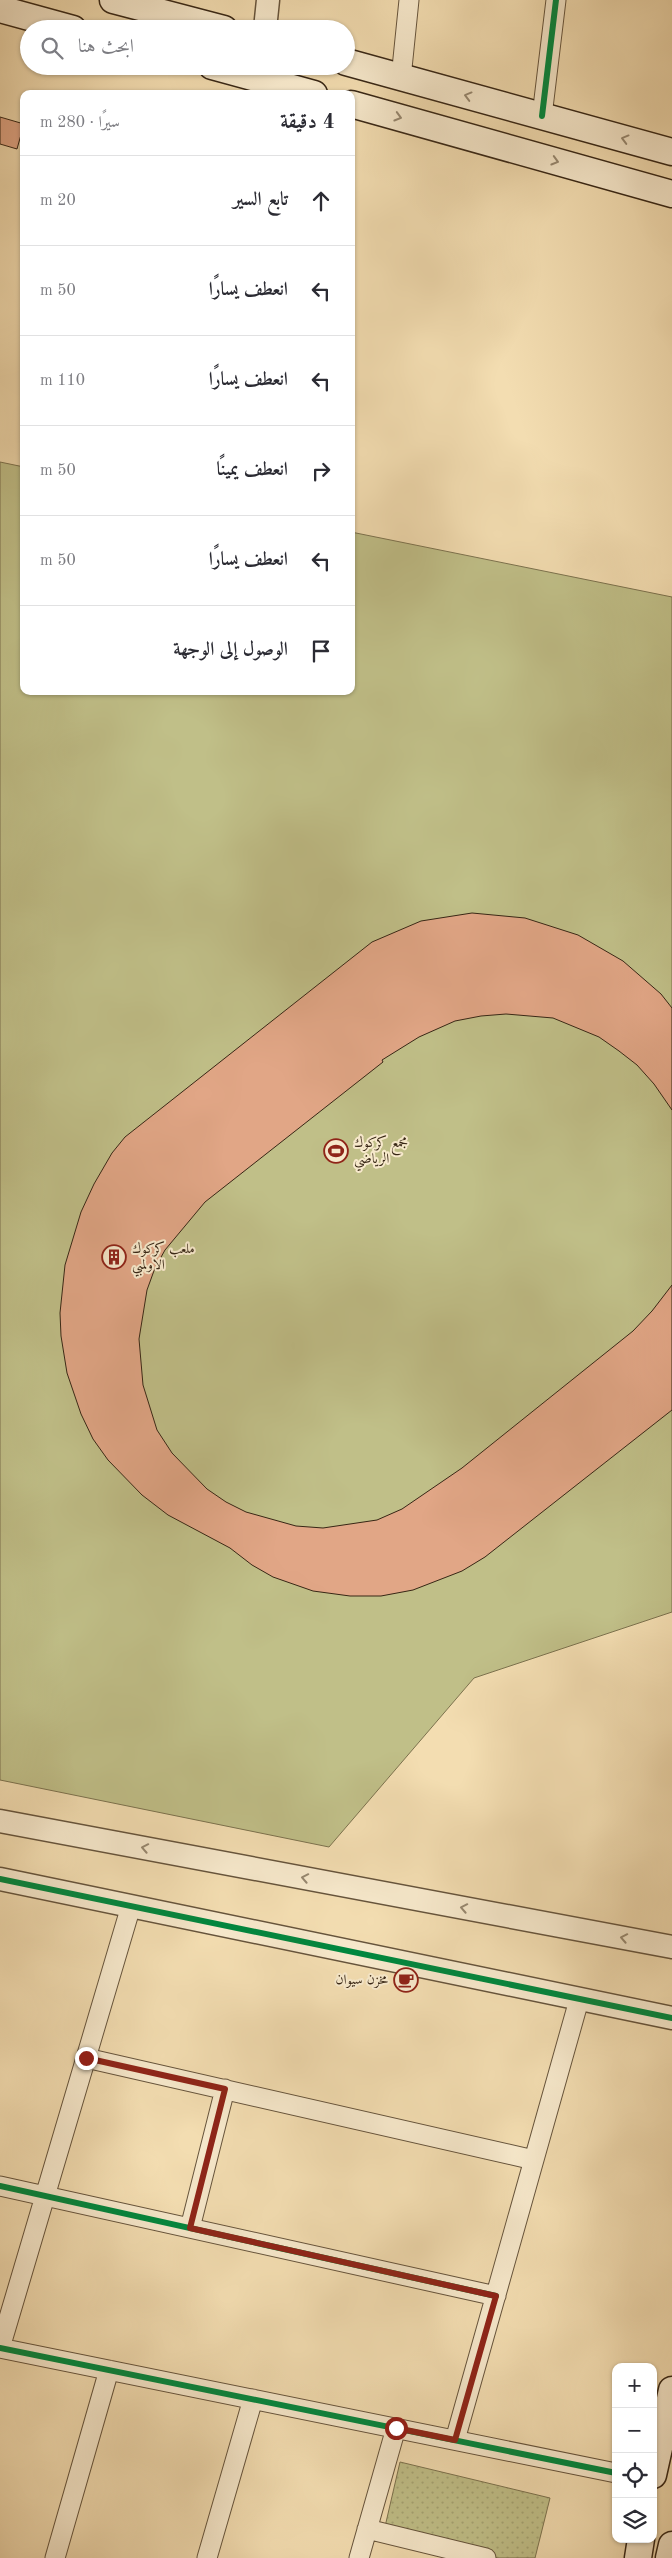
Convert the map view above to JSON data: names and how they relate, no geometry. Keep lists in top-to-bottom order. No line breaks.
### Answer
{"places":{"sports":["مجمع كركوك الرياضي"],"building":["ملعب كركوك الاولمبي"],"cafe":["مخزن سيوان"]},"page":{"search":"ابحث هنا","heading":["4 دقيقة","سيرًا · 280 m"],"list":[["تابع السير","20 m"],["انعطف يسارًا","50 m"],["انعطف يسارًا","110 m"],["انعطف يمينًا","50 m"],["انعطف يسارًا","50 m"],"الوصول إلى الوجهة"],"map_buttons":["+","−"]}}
══════════
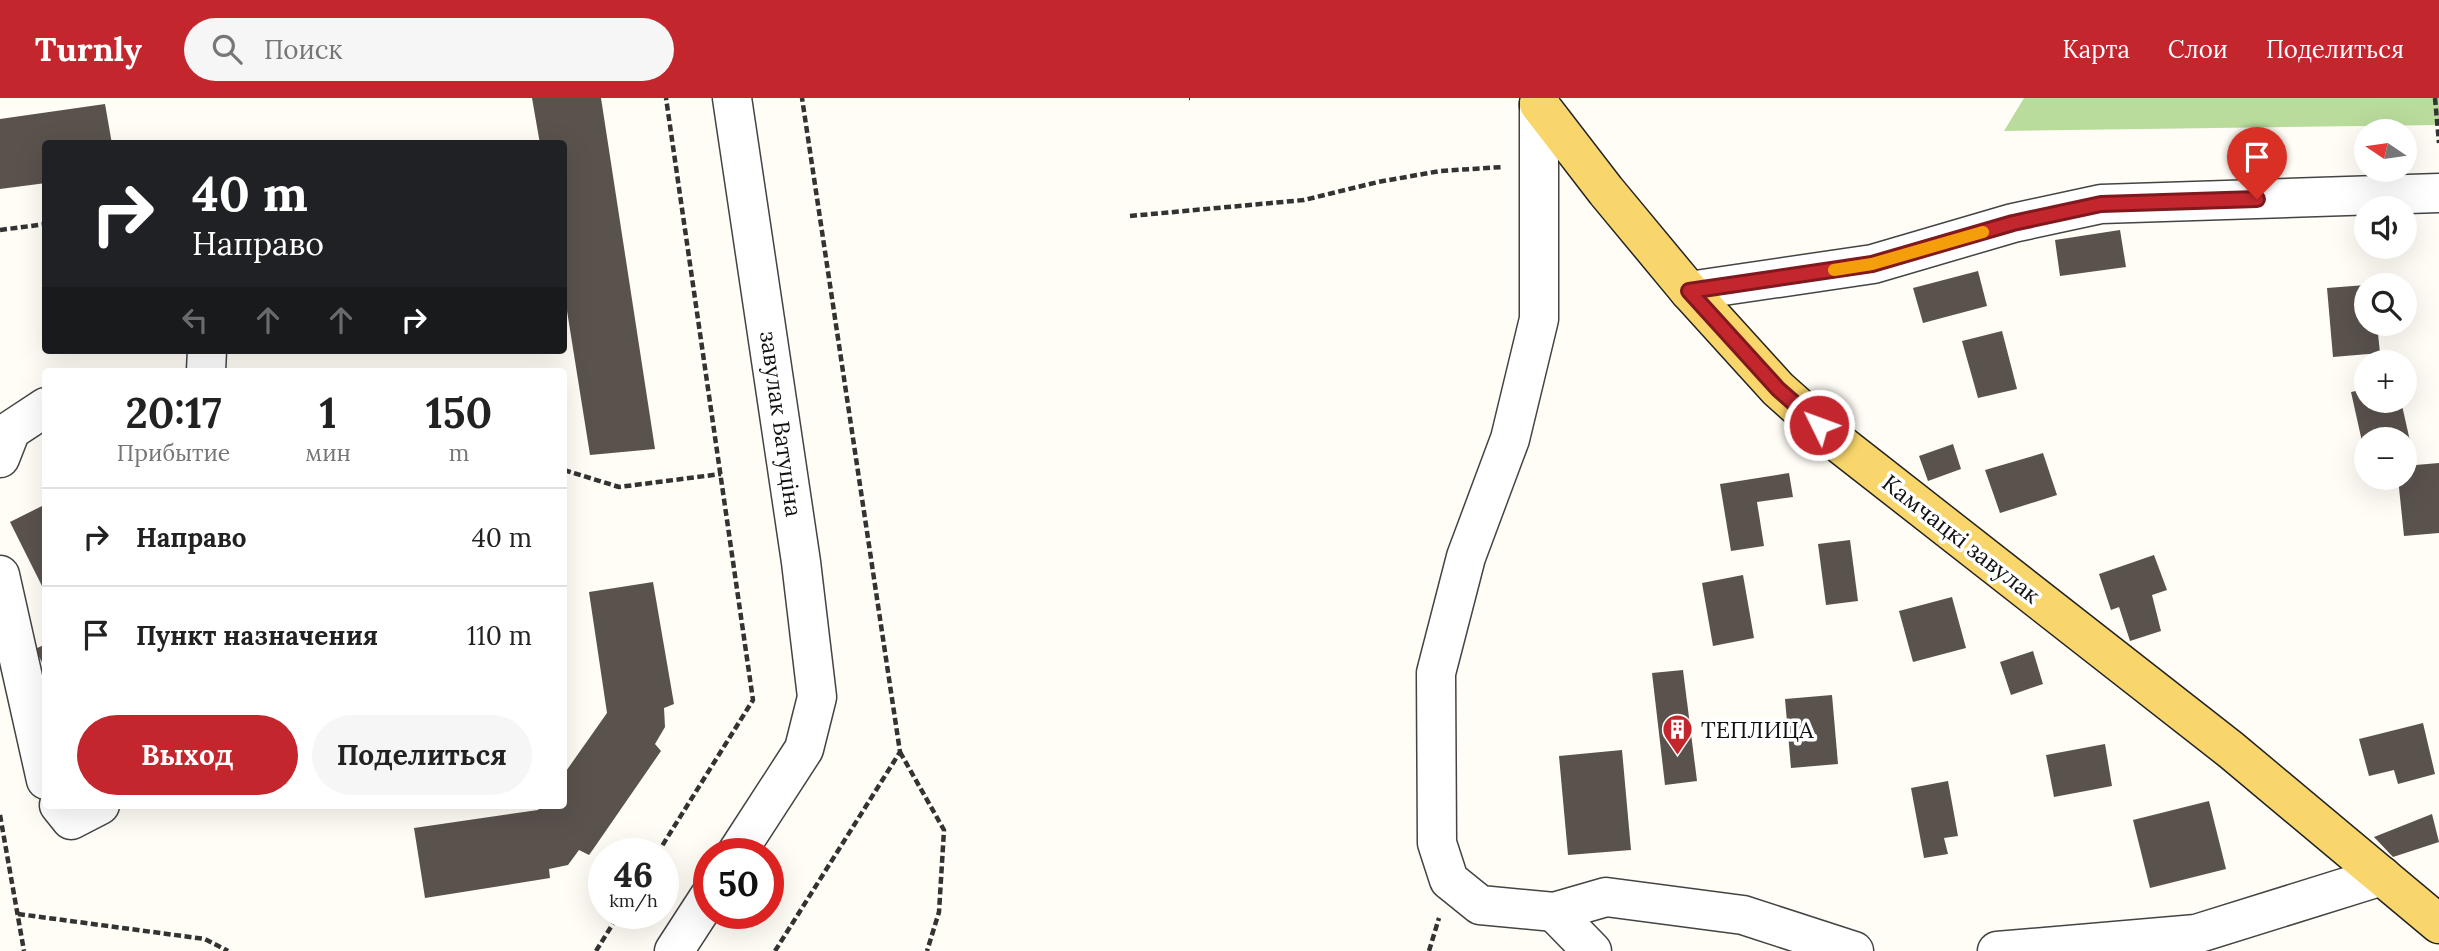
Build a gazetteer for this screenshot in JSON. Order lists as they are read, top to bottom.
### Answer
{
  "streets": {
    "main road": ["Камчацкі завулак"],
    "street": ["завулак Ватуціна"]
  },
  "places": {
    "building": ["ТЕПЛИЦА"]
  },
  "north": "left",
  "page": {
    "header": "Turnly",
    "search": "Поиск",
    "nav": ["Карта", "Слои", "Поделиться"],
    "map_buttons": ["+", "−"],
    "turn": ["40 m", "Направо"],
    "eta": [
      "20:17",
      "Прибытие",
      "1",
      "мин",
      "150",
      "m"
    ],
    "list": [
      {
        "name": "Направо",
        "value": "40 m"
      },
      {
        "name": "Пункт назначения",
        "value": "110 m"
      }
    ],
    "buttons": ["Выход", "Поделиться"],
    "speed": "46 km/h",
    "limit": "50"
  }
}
══════════
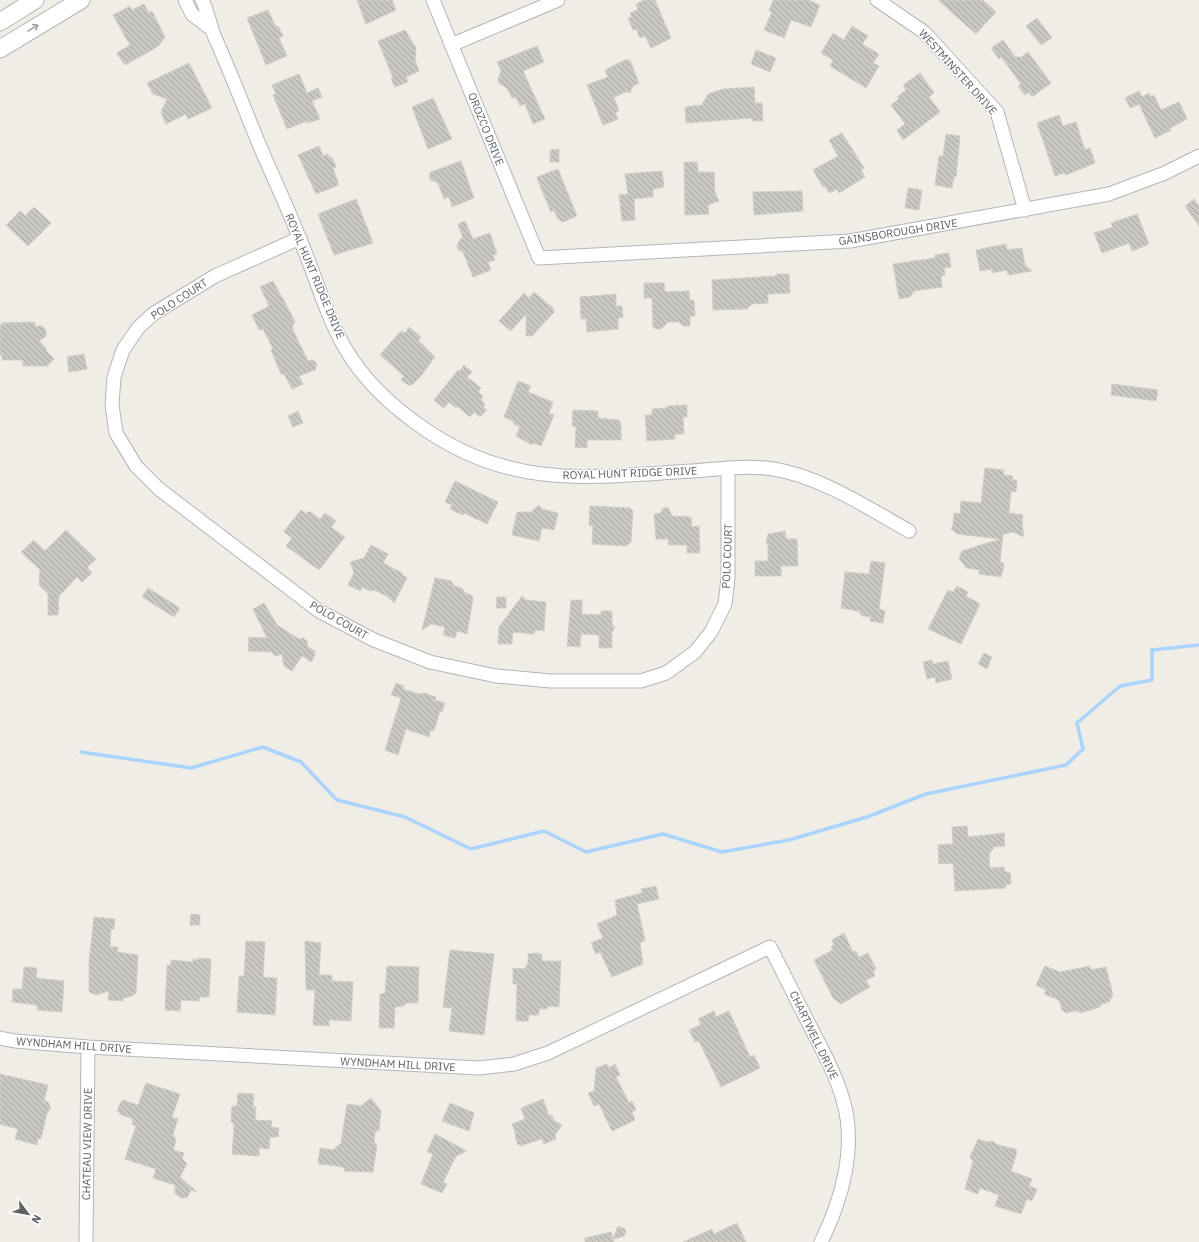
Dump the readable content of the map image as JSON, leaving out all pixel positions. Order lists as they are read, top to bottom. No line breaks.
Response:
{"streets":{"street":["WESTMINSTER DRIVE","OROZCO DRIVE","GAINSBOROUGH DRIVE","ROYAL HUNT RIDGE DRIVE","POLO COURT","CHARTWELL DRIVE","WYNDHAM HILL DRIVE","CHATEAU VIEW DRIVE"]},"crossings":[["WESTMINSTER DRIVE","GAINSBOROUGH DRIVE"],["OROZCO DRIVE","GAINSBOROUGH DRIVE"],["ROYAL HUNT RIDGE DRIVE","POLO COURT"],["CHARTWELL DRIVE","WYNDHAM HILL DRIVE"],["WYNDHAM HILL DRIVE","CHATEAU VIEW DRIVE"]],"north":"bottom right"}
══════════
Problem: Copy, from the material, each line that holds the string "breaks".

Task result:
Convert the map view above to JSON data: names and how they relate, no geometry. Keep lists in top-to-bottom order. No line breaks.
Dump the readable content of the map image as JSON, leaving out all pixel positions. Order lists as they are read, top to bottom. No line breaks.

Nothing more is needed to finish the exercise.